Material provided START

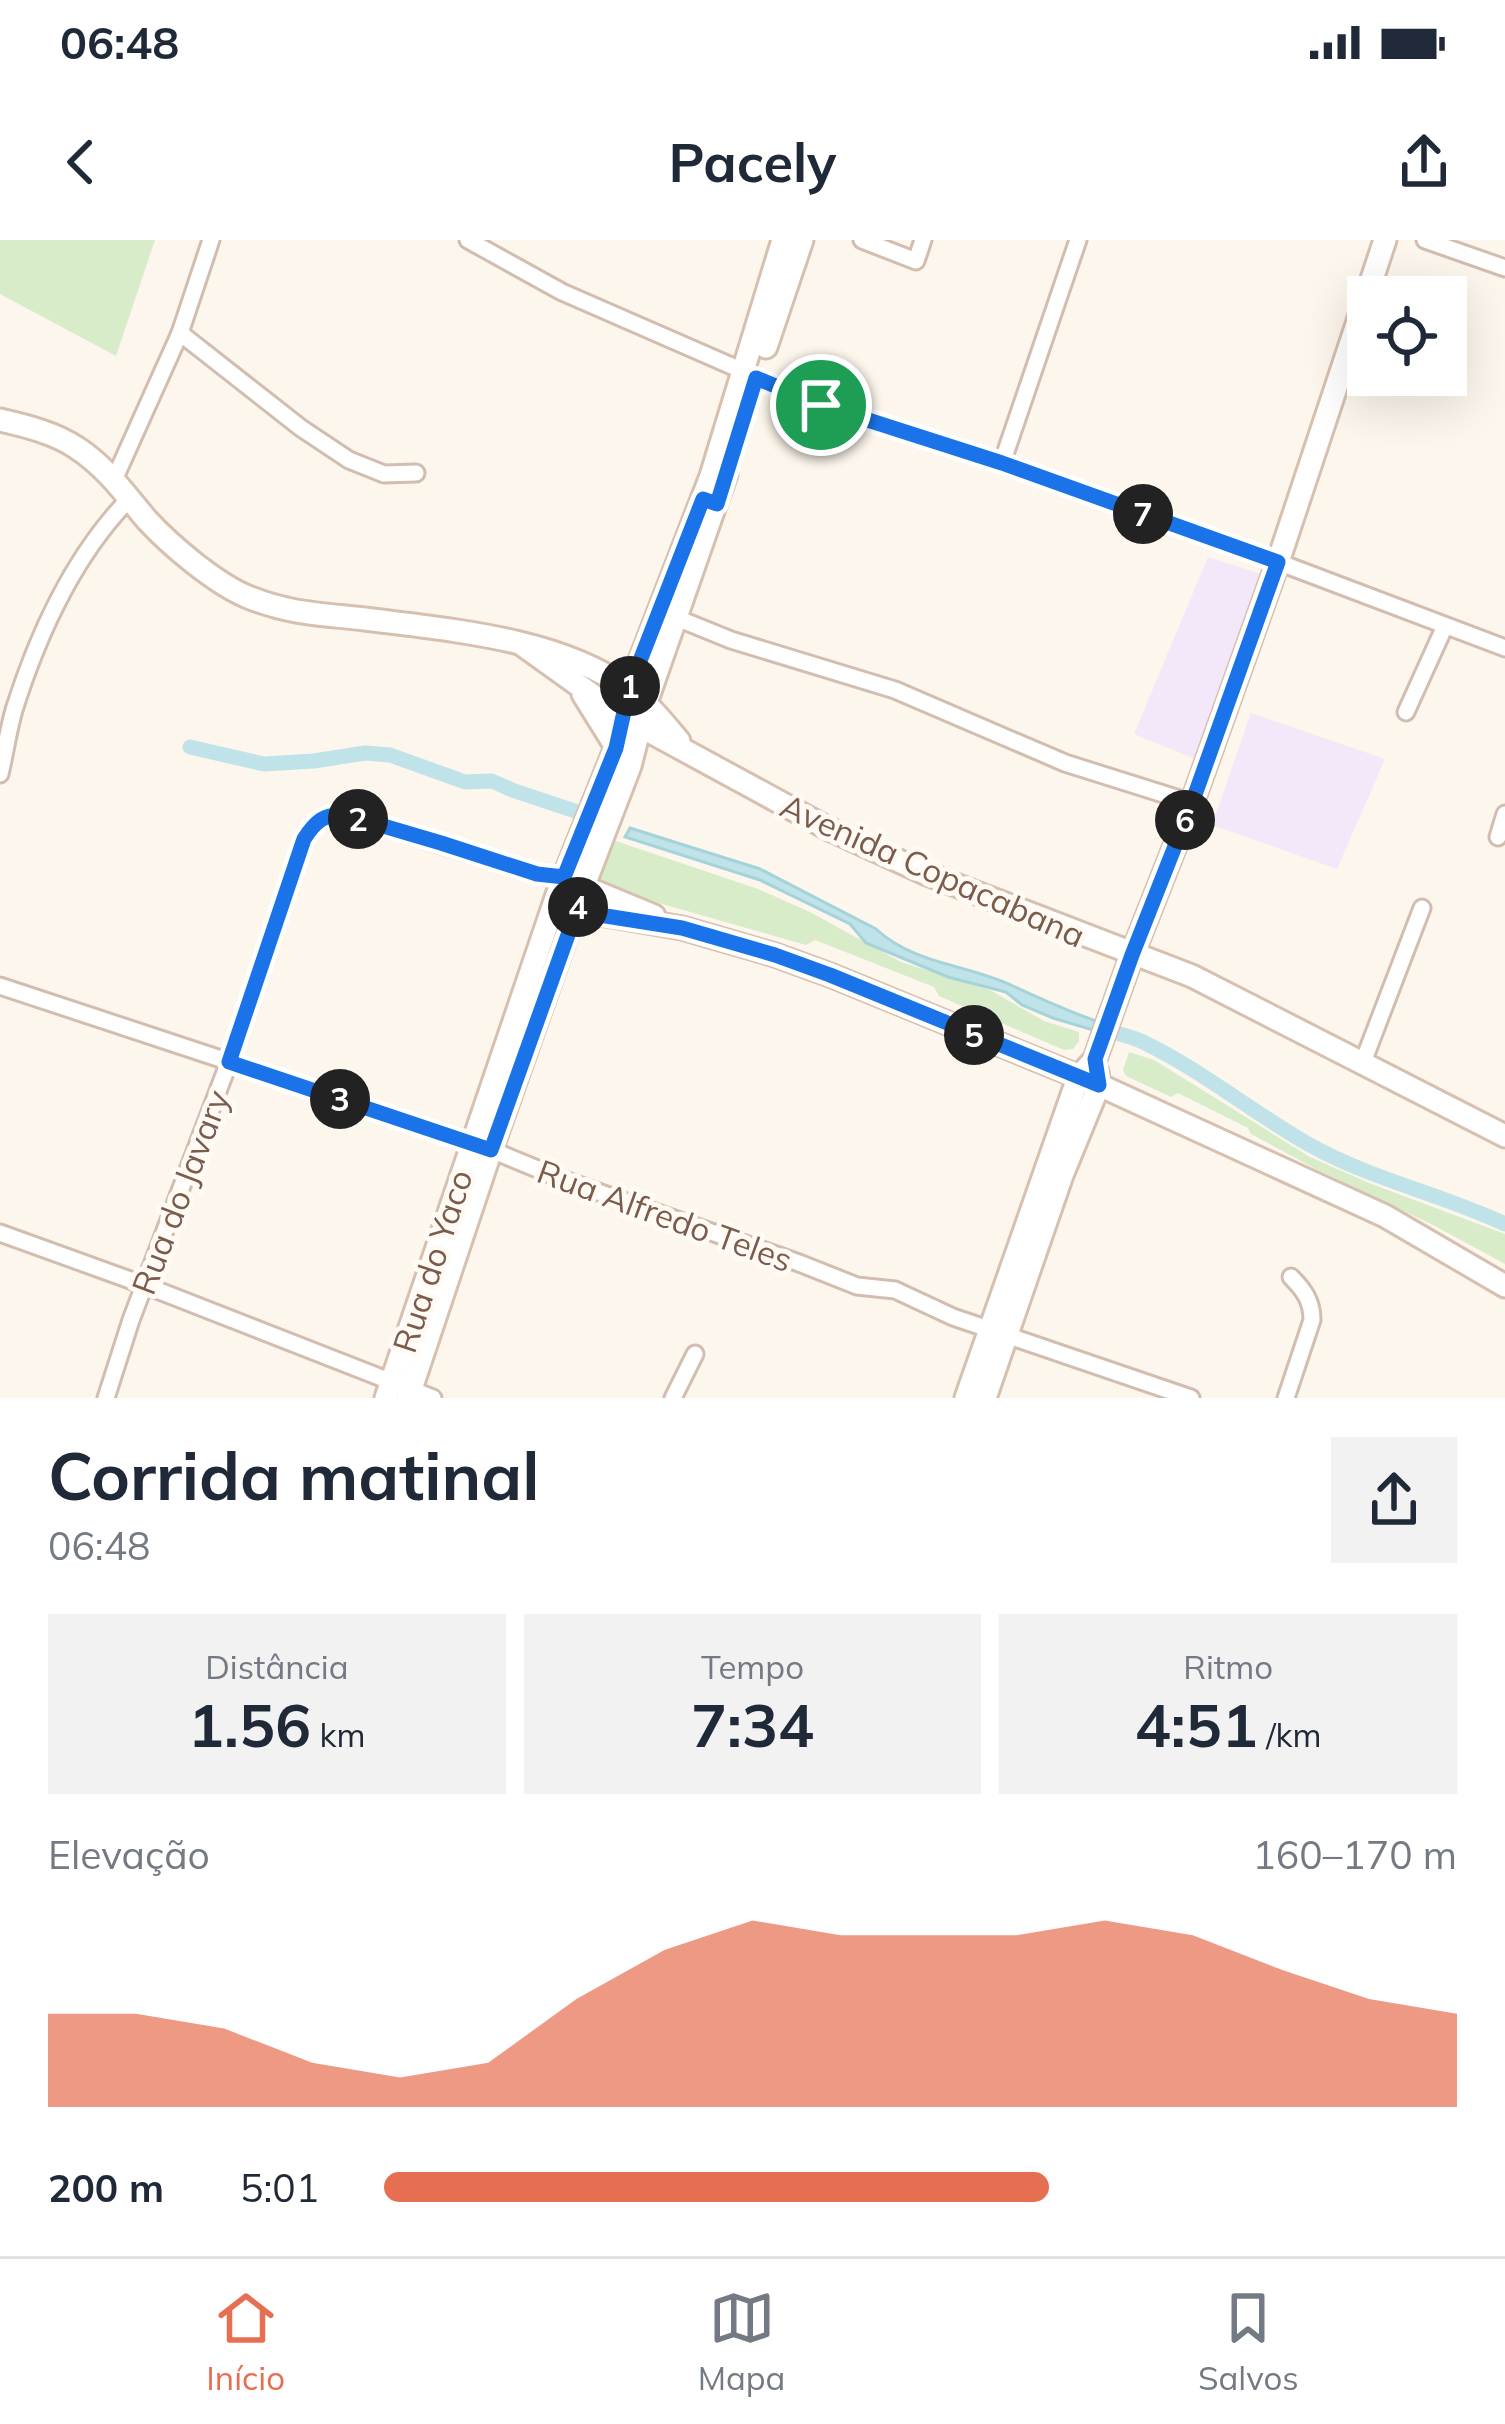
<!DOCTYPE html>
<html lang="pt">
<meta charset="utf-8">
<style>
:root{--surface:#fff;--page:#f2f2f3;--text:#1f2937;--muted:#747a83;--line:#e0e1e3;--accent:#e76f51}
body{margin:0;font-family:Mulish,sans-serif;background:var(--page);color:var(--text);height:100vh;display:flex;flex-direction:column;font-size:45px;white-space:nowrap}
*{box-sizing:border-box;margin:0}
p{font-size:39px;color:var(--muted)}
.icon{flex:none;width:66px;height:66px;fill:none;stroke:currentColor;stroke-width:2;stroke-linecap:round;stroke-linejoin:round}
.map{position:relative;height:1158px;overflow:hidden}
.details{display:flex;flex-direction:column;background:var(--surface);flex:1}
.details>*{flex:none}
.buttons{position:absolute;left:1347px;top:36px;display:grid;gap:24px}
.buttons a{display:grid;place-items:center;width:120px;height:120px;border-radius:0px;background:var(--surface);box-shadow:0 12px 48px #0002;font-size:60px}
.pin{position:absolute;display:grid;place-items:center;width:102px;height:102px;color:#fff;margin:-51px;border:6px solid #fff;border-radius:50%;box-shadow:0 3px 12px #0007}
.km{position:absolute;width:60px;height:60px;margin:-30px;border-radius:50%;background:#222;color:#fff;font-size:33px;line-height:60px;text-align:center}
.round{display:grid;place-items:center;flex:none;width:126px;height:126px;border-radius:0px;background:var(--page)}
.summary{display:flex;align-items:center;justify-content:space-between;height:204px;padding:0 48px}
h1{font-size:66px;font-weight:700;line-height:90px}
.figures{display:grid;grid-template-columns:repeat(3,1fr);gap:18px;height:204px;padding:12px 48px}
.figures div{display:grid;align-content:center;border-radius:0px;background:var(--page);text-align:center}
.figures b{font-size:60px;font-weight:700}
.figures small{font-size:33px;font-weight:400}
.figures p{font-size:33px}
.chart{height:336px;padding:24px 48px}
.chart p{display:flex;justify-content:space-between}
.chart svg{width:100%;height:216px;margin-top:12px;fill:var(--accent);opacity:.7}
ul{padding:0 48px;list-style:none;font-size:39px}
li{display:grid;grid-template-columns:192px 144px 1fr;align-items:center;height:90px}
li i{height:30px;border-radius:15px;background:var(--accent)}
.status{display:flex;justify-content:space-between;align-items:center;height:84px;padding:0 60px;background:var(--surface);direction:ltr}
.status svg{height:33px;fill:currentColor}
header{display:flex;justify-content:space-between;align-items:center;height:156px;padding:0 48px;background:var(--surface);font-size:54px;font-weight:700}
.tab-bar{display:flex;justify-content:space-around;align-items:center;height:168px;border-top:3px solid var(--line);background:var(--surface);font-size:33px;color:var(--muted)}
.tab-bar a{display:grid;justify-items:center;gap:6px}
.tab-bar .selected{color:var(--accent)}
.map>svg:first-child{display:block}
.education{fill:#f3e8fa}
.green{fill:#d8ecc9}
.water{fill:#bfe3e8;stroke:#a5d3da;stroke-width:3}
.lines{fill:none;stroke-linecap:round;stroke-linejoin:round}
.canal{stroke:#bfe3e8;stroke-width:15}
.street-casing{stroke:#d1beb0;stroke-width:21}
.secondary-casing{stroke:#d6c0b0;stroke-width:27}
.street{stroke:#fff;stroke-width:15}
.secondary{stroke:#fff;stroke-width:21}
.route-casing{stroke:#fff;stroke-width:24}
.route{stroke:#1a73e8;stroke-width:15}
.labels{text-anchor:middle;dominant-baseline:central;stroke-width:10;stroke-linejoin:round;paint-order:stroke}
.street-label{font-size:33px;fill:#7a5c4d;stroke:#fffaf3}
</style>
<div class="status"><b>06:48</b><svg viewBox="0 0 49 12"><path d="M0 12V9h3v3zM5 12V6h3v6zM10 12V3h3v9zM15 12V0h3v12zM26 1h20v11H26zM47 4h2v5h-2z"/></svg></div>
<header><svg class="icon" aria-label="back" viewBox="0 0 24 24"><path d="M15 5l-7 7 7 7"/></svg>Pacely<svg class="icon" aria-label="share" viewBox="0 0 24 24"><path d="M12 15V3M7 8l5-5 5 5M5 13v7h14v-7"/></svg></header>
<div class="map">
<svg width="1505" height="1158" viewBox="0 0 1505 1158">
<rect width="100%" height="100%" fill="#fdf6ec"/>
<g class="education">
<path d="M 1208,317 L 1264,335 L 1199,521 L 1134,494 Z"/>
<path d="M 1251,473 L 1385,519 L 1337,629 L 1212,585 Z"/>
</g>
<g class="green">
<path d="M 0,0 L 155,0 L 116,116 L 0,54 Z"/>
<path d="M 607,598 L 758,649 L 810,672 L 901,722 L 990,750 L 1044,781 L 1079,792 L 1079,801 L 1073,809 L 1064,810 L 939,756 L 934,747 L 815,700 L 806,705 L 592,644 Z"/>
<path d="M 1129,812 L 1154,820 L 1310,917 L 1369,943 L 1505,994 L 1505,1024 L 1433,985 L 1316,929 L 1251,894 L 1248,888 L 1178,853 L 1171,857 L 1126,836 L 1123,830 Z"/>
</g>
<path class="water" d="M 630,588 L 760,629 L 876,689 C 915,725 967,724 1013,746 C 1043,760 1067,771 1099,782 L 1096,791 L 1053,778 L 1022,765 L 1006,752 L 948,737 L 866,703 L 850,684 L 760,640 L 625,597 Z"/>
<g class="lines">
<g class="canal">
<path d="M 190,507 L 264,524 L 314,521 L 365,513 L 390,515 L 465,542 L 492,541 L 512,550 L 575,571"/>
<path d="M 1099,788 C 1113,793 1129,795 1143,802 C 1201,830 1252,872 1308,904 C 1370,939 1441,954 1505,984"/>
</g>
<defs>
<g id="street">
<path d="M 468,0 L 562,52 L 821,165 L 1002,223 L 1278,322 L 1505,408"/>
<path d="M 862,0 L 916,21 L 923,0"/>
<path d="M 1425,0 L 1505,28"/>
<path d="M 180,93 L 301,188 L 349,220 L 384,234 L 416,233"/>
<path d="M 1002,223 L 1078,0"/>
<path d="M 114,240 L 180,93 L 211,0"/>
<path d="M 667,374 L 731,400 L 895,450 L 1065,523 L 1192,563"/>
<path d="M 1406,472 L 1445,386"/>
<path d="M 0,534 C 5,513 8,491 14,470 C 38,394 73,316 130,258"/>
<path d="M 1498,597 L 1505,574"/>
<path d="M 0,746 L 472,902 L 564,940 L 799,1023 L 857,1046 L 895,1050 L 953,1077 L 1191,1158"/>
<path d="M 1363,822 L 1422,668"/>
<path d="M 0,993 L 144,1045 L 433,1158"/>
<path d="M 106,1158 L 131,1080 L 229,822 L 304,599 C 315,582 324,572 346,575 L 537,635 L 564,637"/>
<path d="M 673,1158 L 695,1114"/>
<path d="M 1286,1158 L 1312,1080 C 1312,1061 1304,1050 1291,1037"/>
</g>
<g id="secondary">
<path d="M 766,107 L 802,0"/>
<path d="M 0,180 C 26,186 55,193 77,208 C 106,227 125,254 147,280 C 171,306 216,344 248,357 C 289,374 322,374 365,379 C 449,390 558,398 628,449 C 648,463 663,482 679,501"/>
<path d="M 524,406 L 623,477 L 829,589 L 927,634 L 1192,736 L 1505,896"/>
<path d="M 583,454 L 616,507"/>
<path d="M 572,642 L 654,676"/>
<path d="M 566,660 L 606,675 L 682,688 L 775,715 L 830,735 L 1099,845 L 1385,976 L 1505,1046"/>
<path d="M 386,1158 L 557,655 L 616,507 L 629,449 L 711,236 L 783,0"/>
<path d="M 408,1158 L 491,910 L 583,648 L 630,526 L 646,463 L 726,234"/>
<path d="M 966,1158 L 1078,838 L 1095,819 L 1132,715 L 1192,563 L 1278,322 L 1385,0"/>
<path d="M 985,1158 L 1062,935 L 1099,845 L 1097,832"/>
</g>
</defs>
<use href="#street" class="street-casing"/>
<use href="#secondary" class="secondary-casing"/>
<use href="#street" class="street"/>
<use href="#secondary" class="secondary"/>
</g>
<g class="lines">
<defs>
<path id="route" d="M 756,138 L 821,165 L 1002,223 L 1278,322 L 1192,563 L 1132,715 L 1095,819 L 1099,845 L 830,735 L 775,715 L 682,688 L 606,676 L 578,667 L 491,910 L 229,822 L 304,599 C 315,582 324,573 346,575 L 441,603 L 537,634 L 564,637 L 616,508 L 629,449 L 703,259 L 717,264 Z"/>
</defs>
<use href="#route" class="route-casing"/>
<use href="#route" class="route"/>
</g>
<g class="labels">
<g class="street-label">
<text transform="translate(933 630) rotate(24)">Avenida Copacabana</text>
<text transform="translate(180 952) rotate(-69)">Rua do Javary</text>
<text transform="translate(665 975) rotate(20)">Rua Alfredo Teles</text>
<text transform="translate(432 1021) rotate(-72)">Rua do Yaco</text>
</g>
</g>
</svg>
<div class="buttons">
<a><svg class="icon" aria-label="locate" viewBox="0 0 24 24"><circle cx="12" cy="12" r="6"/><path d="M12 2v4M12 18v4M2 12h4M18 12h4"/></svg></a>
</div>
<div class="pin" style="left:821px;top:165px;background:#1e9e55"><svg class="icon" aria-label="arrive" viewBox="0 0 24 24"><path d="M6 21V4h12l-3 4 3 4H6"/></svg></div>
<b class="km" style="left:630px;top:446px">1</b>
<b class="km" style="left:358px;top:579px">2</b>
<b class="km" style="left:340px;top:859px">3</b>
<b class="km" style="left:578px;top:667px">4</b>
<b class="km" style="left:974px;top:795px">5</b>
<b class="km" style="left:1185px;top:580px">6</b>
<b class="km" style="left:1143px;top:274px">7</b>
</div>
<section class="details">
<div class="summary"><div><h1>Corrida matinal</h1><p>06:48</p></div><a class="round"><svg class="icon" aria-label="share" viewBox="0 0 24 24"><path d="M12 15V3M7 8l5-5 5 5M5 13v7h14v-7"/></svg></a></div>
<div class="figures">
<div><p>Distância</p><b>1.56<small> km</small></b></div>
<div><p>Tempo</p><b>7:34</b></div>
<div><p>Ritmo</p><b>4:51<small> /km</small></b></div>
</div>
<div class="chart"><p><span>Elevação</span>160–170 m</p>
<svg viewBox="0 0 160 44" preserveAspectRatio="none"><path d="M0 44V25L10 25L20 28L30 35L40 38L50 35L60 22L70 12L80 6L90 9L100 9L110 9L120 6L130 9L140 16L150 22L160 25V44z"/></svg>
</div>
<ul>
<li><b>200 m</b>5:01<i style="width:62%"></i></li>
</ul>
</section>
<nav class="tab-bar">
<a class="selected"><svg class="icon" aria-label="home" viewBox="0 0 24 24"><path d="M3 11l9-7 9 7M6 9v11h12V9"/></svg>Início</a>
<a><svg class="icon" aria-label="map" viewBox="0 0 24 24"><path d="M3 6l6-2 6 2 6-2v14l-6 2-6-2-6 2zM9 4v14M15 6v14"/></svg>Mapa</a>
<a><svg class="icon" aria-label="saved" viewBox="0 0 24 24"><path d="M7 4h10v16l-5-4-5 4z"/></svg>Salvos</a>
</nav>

Material provided END

Exercise instructions: The expected output is every line of the records in which the string "absolute" appears.

Written reply:
.buttons{position:absolute;left:1347px;top:36px;display:grid;gap:24px}
.pin{position:absolute;display:grid;place-items:center;width:102px;height:102px;color:#fff;margin:-51px;border:6px solid #fff;border-radius:50%;box-shadow:0 3px 12px #0007}
.km{position:absolute;width:60px;height:60px;margin:-30px;border-radius:50%;background:#222;color:#fff;font-size:33px;line-height:60px;text-align:center}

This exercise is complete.